━━ Dataset content ━━

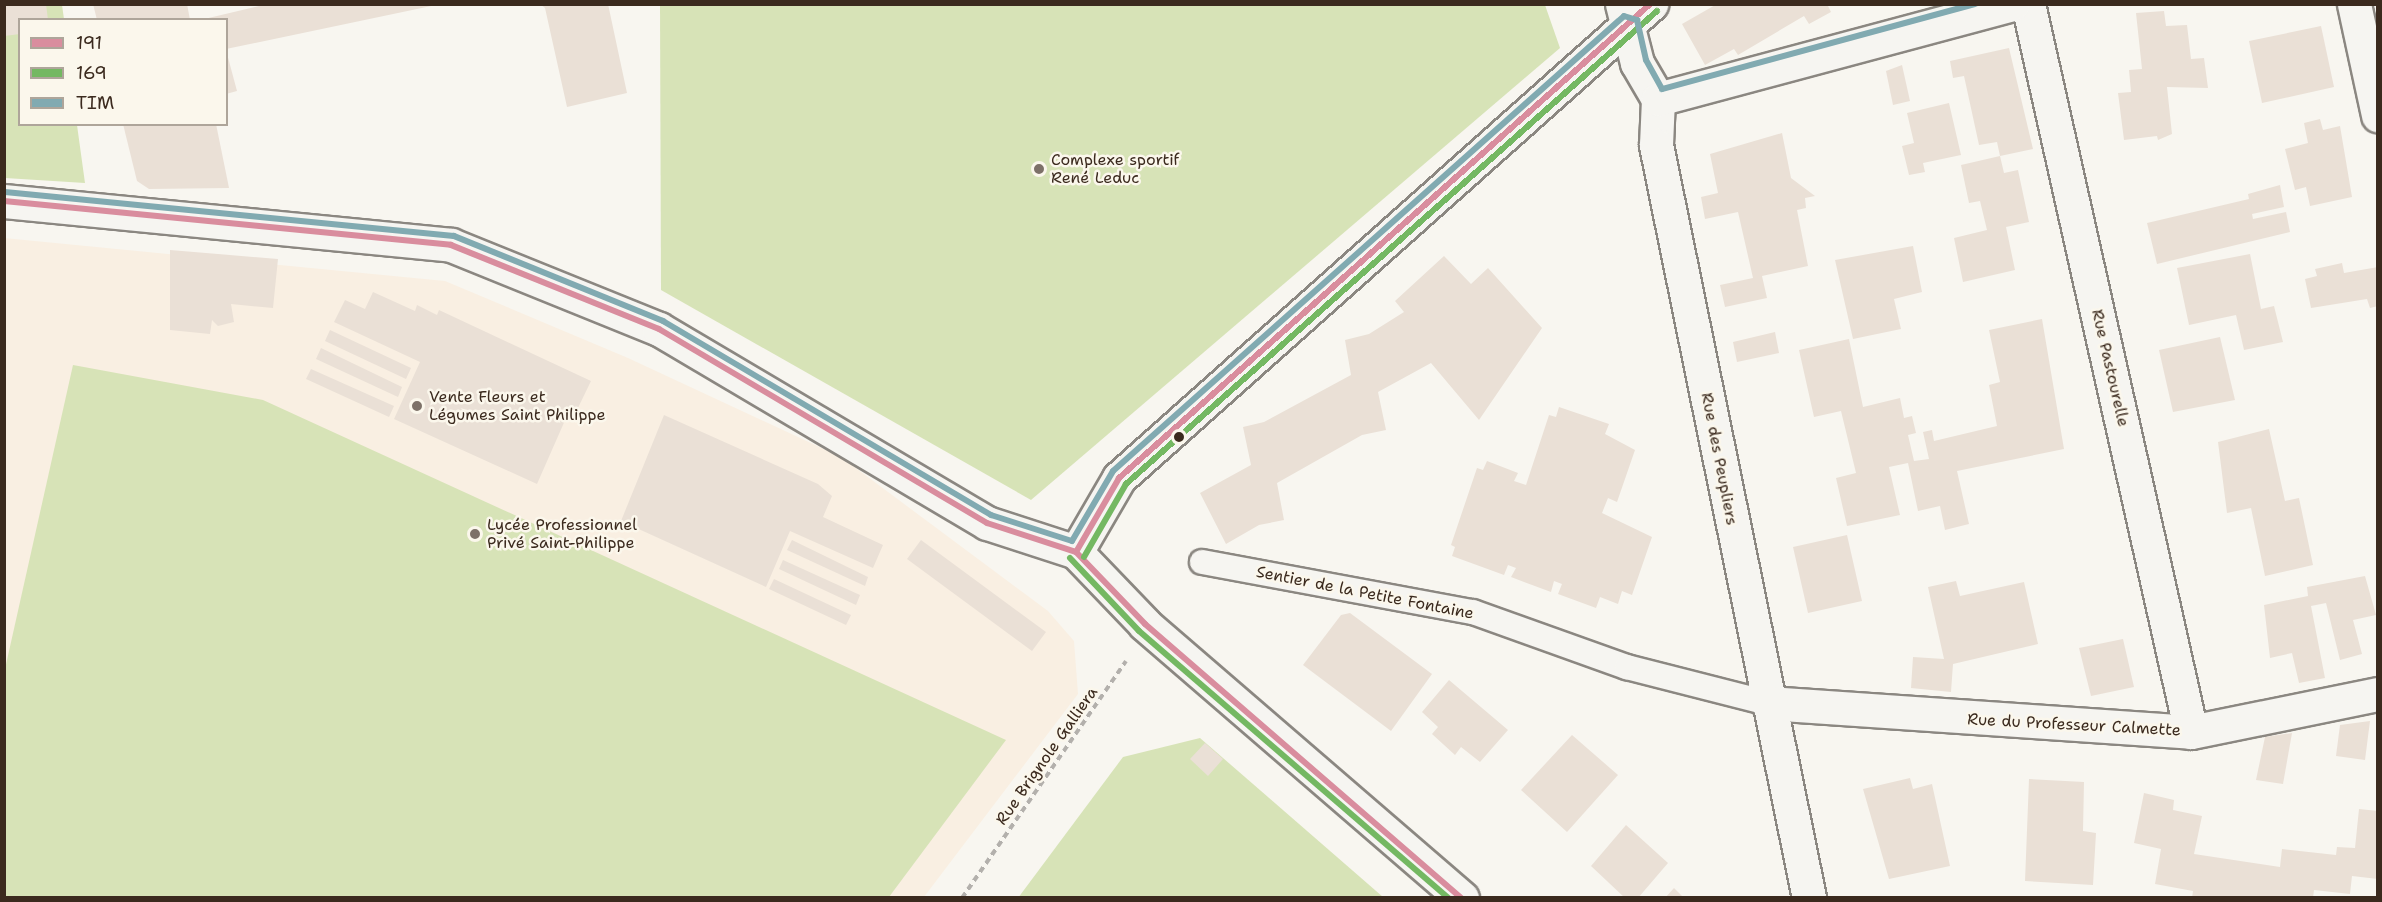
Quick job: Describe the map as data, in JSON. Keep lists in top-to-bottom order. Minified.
{"streets":{"street":["Rue Pastourelle","Rue des Peupliers","Rue du Professeur Calmette"],"lane":["Sentier de la Petite Fontaine"],"path":["Rue Brignole Galliera"]},"crossings":[["Rue Pastourelle","Rue du Professeur Calmette"],["Rue des Peupliers","Sentier de la Petite Fontaine"],["Rue des Peupliers","Rue du Professeur Calmette"],["Sentier de la Petite Fontaine","Rue du Professeur Calmette"]],"places":["Complexe sportif René Leduc","Vente Fleurs et Légumes Saint Philippe","Lycée Professionnel Privé Saint-Philippe"],"lines":["transit line 191","transit line TIM","transit line 169"],"legend":["191","169","TIM"]}
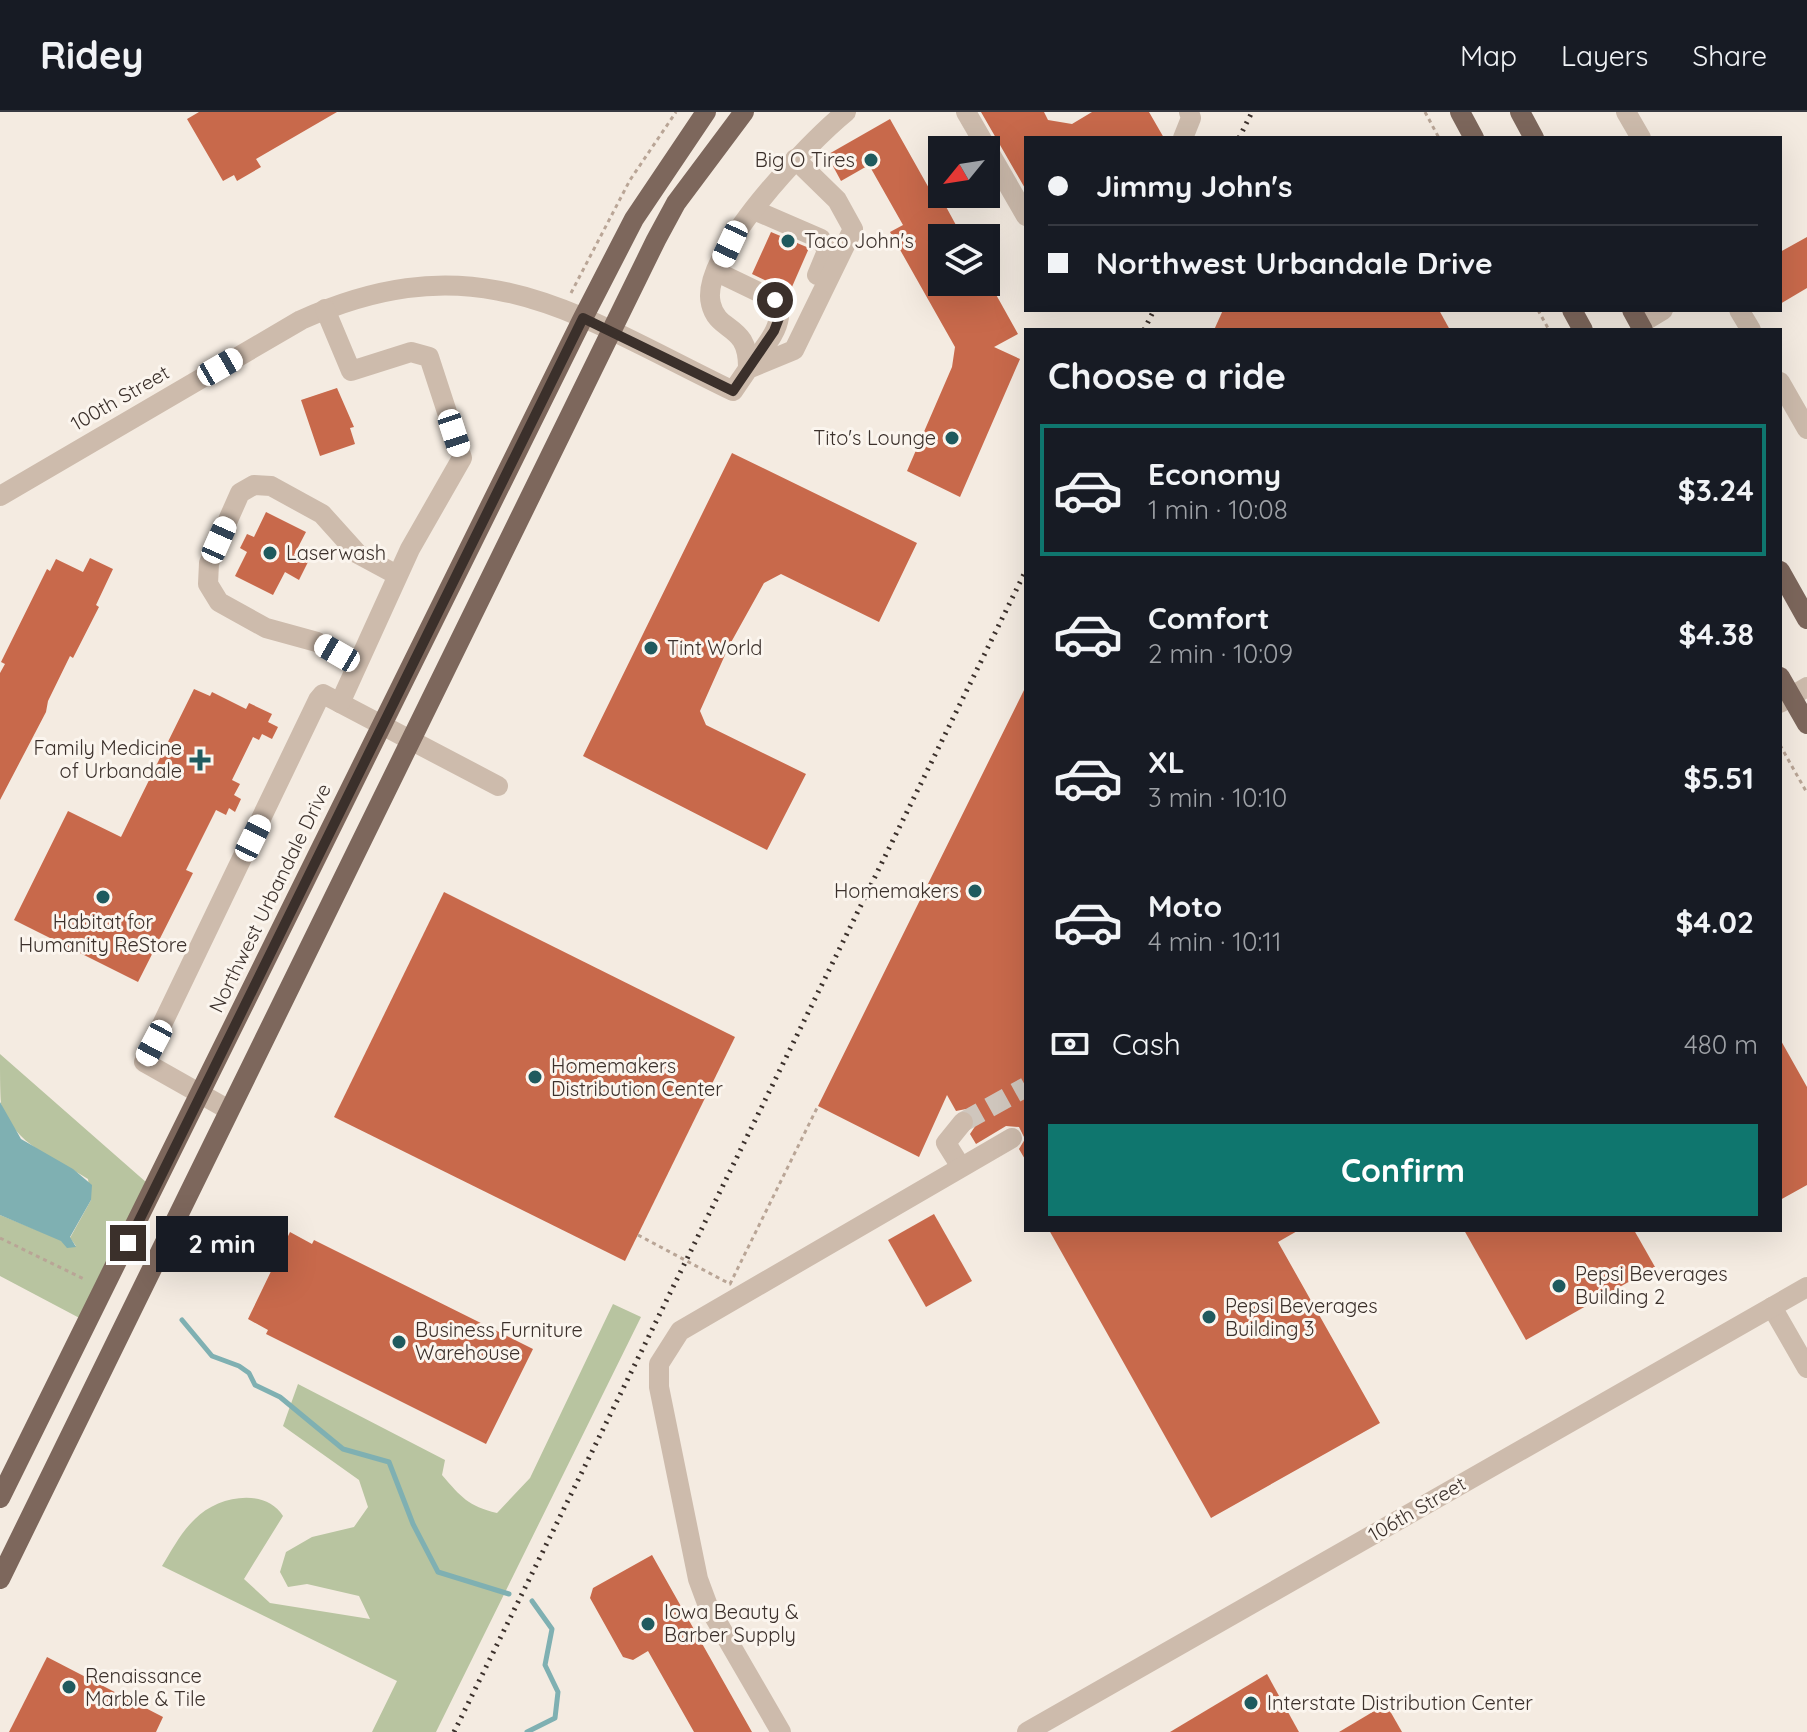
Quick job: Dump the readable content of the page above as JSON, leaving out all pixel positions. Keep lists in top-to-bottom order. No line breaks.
{"streets":{"main road":["Northwest Urbandale Drive"],"street":["100th Street","106th Street"]},"crossings":[["100th Street","Northwest Urbandale Drive"]],"places":{"other":["Big O Tires","Taco John's","Tito's Lounge","Laserwash","Tint World","Homemakers","Habitat for Humanity ReStore","Homemakers Distribution Center","Pepsi Beverages Building 2","Pepsi Beverages Building 3","Business Furniture Warehouse","Iowa Beauty & Barber Supply","Renaissance Marble & Tile","Interstate Distribution Center"],"health":["Family Medicine of Urbandale"]},"north":"bottom left","page":{"header":"Ridey","nav":["Map","Layers","Share"],"banner":["Jimmy John's","Northwest Urbandale Drive"],"heading":"Choose a ride","list":[{"name":"Economy","note":"1 min · 10:08","value":"$3.24"},{"name":"Comfort","note":"2 min · 10:09","value":"$4.38"},{"name":"XL","note":"3 min · 10:10","value":"$5.51"},{"name":"Moto","note":"4 min · 10:11","value":"$4.02"}],"pay":["Cash","480 m"],"buttons":"Confirm","bubble":"2 min"}}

━━━

Set down all of the material word for word, but keep each picture out.

Result of the exercise.
Quick job: Describe the map as data, in JSON. Keep lists in top-to-bottom order. Minified.
{"streets":{"street":["Rue Pastourelle","Rue des Peupliers","Rue du Professeur Calmette"],"lane":["Sentier de la Petite Fontaine"],"path":["Rue Brignole Galliera"]},"crossings":[["Rue Pastourelle","Rue du Professeur Calmette"],["Rue des Peupliers","Sentier de la Petite Fontaine"],["Rue des Peupliers","Rue du Professeur Calmette"],["Sentier de la Petite Fontaine","Rue du Professeur Calmette"]],"places":["Complexe sportif René Leduc","Vente Fleurs et Légumes Saint Philippe","Lycée Professionnel Privé Saint-Philippe"],"lines":["transit line 191","transit line TIM","transit line 169"],"legend":["191","169","TIM"]}
Quick job: Dump the readable content of the page above as JSON, leaving out all pixel positions. Keep lists in top-to-bottom order. No line breaks.
{"streets":{"main road":["Northwest Urbandale Drive"],"street":["100th Street","106th Street"]},"crossings":[["100th Street","Northwest Urbandale Drive"]],"places":{"other":["Big O Tires","Taco John's","Tito's Lounge","Laserwash","Tint World","Homemakers","Habitat for Humanity ReStore","Homemakers Distribution Center","Pepsi Beverages Building 2","Pepsi Beverages Building 3","Business Furniture Warehouse","Iowa Beauty & Barber Supply","Renaissance Marble & Tile","Interstate Distribution Center"],"health":["Family Medicine of Urbandale"]},"north":"bottom left","page":{"header":"Ridey","nav":["Map","Layers","Share"],"banner":["Jimmy John's","Northwest Urbandale Drive"],"heading":"Choose a ride","list":[{"name":"Economy","note":"1 min · 10:08","value":"$3.24"},{"name":"Comfort","note":"2 min · 10:09","value":"$4.38"},{"name":"XL","note":"3 min · 10:10","value":"$5.51"},{"name":"Moto","note":"4 min · 10:11","value":"$4.02"}],"pay":["Cash","480 m"],"buttons":"Confirm","bubble":"2 min"}}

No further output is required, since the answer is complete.